‘Plant Factories’ Churn Out Clean Food in China’s Polluted Cities

Researchers building urban farms, crop labs to combat contamination.

May 30, 2017 5:00 am
China Turning to 'Vertical Agriculture' for Its Food of the Future
A researcher transplants vegetables in a greenhouse atop the Chinese Academy of Agricultural Science (CAAS) building in Beijing, China, on Monday, Feb. 20, 2017. (Qilai Shen/Bloomberg via Getty Images)

China is world-renowned for its ever-growing population—and its worsening noxious air pollution.

The latter has made it difficult for farmers to grow non-contaminated food, which is needed to feed China’s people and make it less reliant on foreign food trade.

So China’s experimenting with moving plant production indoors.
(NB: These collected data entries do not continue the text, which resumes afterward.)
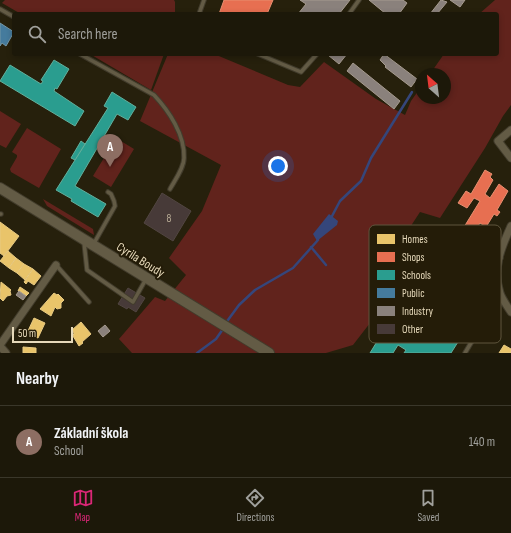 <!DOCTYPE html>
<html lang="en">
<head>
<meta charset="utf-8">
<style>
  body { margin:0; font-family:"Sofia Sans Condensed",sans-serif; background:#252112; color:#f1f3f6 }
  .compass { position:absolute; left:415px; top:68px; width:36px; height:36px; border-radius:50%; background:#1c1809; box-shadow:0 2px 6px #0003; rotate:332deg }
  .scale { position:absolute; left:12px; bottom:10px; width:61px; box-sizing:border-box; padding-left:4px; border:2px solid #e6d9ba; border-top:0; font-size:11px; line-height:14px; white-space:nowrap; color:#e6d9ba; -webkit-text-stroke:3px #241c08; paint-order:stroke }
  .you { position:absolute; left:278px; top:166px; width:14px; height:14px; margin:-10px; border:3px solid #fff; border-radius:50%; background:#1a73e8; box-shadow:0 0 0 6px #1a73e833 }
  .badge { display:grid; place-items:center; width:26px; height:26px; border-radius:50%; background:#db2777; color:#fff; font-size:13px; font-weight:700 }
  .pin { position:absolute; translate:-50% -33px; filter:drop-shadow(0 1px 2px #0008) }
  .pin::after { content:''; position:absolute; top:21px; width:14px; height:12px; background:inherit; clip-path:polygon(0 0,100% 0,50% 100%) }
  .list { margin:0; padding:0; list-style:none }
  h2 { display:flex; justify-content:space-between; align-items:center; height:52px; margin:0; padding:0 16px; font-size:17px }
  h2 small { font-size:13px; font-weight:400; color:#a0a09c }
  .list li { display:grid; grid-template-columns:26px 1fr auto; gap:12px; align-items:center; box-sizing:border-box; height:72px; padding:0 16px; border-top:1px solid #3a372a }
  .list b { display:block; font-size:15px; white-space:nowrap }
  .list p { margin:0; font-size:13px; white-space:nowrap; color:#a0a09c }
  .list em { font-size:13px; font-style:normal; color:#a0a09c }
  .icon { flex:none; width:22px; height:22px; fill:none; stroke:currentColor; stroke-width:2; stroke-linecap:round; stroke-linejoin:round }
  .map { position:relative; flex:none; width:511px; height:353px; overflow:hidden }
  .search { position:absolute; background:#1c1809; box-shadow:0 2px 6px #0003; left:12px; right:12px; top:12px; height:44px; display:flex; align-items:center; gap:10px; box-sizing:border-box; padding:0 14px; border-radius:4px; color:#a0a09c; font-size:15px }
  .sheet { height:124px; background:#1c1809 }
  nav { display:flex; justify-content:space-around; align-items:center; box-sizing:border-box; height:56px; border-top:1px solid #3a372a; background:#1c1809; font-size:11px; color:#a0a09c }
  nav a { display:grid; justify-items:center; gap:2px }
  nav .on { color:#db2777 }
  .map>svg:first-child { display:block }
  .green { fill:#61231c }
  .water { fill:#35467b }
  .homes { fill:#e9c46a; stroke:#e8ca82 }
  .shops { fill:#e76f51; stroke:#e78f70 }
  .schools { fill:#2a9d8f; stroke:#62af9c }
  .public { fill:#457b9d; stroke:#7597a6 }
  .industry { fill:#8a817c; stroke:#a69b8f }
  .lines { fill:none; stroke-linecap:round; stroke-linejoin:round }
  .stream { stroke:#35467b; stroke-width:2.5 }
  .building { fill:#473a38; stroke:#514541 }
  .lane-casing { stroke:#423c2c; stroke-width:5.5 }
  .street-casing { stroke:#423c2c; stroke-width:9 }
  .secondary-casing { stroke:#423c2c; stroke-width:12 }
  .lane { stroke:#635b45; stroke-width:3.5 }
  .street { stroke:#635b45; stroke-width:7 }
  .secondary { stroke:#635b45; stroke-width:10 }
  .labels { text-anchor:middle; stroke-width:4; stroke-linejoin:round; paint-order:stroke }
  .number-label { font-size:11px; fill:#beb19a }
  .street-label { font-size:13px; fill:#e6d9ba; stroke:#241c08 }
  .key { fill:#241c08; stroke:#5e553d; stroke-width:1 }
  .key-label { font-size:11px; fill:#e6d9ba }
</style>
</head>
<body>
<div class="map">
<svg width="511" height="353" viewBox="0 0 511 353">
  <rect width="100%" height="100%" fill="#26200c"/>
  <g class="green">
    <polygon points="5,0 174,0 175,2 175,14 21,14 2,3"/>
    <polygon points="495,0 511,0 511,105 503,116 485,148 440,218 420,212 382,270 401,283 353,345 326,353 132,353 119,339 155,297 165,301 186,275 169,258 202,211 221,165 140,121 168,54 214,54 288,85 300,87 324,62 376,99 405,115 411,101 421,87 421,98 445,98 445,74 430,74 444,54 497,54 497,14 479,14"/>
    <polygon points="90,54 164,54 151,90"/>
    <polygon points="0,111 21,124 6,148 0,145"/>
    <polygon points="27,128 61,149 39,188 11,172 10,169 17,157 17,155 12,152"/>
    <polygon points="116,138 134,149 111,187 93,176"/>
    <polygon points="43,199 93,229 94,235 47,206"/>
  </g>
  <polygon class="water" points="329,214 338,221 337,225 317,241 313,234"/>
  <g class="homes">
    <polygon points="0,222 19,236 4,256 0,253"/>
    <polygon points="8,251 16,258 9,268 0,261"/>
    <polygon points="16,258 24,264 17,273 9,268"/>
    <polygon points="24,264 33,269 25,280 17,273"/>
    <polygon points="33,269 41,276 34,285 28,281 26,284 24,282"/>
    <polygon points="1,282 11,290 10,291 11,295 7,296 3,301 0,298"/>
    <polygon points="20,287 29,293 26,296 18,291"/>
    <polygon points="54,293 57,295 58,294 64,300 61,303 61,308 57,309 55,307 51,316 40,309"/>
    <polygon points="34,318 45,323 38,338 27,333"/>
    <polygon points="81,322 91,334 82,342 83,343 79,346 73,336 74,333 72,330"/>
    <polygon points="504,345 511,349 511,353 499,353"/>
    <polygon points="23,347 36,348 36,353 23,353"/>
  </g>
  <g class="shops">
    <polygon points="224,0 273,0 267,14 219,14"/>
    <polygon points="485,170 492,174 490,177 493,180 485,194 490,198 499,184 508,191 497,210 500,212 497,216 494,214 486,227 480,223 470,238 461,232 480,201 474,198 467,208 458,203 466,191 471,194"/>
  </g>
  <g class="schools">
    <polygon points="54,60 69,69 57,89 55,88 54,91 84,111 75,126 0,81 10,65 41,84 43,81 41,80"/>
    <polygon points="112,92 136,107 128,120 117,114 75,186 106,204 98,217 71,201 72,199 56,190 108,108 104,106"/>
    <polygon points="81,141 85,144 75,160 71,158"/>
    <polygon points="470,286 487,296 451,353 404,353 406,350 398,345 393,353 370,353 410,288 427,299 417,315 442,330"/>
  </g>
  <polygon class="public" points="0,23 14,32 6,46 2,43 0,46"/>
  <g class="industry">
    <polygon points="300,0 350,0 339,14 298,14 306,4"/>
    <polygon points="369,0 403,0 407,3 399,14 386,14"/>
    <polygon points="441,0 447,2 437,14 430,14"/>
    <polygon points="450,0 465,0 460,7"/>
    <polygon points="328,54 347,54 339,64 328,55"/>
    <polygon points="384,54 417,79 411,87 385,67 386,66 380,60"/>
    <polygon points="353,63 400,101 394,109 347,71"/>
    <polygon points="19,291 26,296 23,300 16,295"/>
    <polygon points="105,325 110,331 103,337 98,331"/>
  </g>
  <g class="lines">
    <g class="stream">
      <polyline points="331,218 340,201 361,181 371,158 412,92"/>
      <polyline points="311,247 326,265"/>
      <polyline points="225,324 239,305 255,290 293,268 318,240"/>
      <polyline points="197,353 216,339 223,329"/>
    </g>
  </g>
  <g class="building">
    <polygon points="162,193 191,211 173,241 144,223"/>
    <polygon points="128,288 145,298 136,312 128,307 127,309 118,304"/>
  </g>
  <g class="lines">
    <defs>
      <g id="lane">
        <polyline points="0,9 14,17"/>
        <polyline points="199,14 204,0"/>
        <polyline points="349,14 359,0"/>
        <path d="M 80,54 L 154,95 C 169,111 185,135 184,158 C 184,168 175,180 170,189"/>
        <polyline points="258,54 301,72 317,54"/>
        <polyline points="0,214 1,214"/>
        <polyline points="84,242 87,270 133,302 146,279"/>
        <polyline points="93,245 115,206 114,201 111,194 108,192"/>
        <polyline points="56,265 89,302"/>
        <polyline points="465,353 500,294"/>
      </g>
      <g id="street">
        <polyline points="511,130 498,141 511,158"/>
        <path d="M 511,226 C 501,248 492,269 500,293 C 502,299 507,306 511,312"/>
        <path d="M 411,281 C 419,285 427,292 436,295 C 454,300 468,279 480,269 C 486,265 493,262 499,258"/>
        <polyline points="0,345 56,265"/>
        <polyline points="0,346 6,353"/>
      </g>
      <polyline id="secondary" points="0,188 269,353"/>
    </defs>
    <use href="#lane" class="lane-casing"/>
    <use href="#street" class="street-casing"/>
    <use href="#secondary" class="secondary-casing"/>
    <use href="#lane" class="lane"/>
    <use href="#street" class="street"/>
    <use href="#secondary" class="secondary"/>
  </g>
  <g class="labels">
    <g class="number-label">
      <text x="169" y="222">8</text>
    </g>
    <g class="street-label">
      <text transform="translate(141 259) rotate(32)" y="5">Cyrila Boudy</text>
    </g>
  </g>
  <rect x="369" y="225" width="132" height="118" rx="6" class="key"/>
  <rect x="377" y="234" width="18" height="10" fill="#e9c46a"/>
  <rect x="377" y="252" width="18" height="10" fill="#e76f51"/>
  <rect x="377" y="270" width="18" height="10" fill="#2a9d8f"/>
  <rect x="377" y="288" width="18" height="10" fill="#457b9d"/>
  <rect x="377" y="306" width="18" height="10" fill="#8a817c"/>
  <rect x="377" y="324" width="18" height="10" fill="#473a38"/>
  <g class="key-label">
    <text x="402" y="243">Homes</text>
    <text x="402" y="261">Shops</text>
    <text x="402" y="279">Schools</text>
    <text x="402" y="297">Public</text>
    <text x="402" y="315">Industry</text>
    <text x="402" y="333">Other</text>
  </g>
</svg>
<svg class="compass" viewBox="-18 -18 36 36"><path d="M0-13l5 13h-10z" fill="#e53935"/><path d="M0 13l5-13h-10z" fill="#a0a09c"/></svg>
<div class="scale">50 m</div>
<div class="you"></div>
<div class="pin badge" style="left:110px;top:167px;background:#8d6e63">A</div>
<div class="search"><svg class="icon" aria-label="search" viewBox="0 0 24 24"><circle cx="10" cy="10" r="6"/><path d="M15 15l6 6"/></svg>Search here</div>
</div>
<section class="sheet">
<h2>Nearby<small></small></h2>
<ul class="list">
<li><span class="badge" style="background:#8d6e63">A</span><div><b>Základní škola</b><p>School</p></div><em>140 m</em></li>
</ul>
</section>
<nav>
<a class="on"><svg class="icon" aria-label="map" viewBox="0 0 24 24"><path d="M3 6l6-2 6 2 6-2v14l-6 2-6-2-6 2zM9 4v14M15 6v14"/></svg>Map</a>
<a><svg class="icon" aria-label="directions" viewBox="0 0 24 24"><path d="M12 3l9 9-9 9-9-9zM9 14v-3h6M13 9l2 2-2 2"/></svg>Directions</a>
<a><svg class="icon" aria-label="saved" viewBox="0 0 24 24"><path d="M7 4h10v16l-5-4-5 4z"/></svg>Saved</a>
</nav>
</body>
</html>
According to Bloomberg, some government-funded researchers are starting to build indoor “plant factories,” where they can grow foods like tomatoes and bok choy at a greater yield than comparably sized farm land. The plants are being grown via LED light technology, all out of the way of the poisonous air pollution. Enter “vertical agriculture.”

“Using vertical agriculture, we don’t need to use pesticides and we can use less chemical fertilizers—and produce safe food,” Yang Qichang, director of the Institute of Environment and Sustainable Development in Agriculture, told Bloomberg.

Given the potential for strain between China and big trading partners like the U.S., China might have a tough row to hoe going forward. But with a fifth of its land tainted by “toxins exceeding national standards,” per Bloomberg, these type of initiatives are almost a must.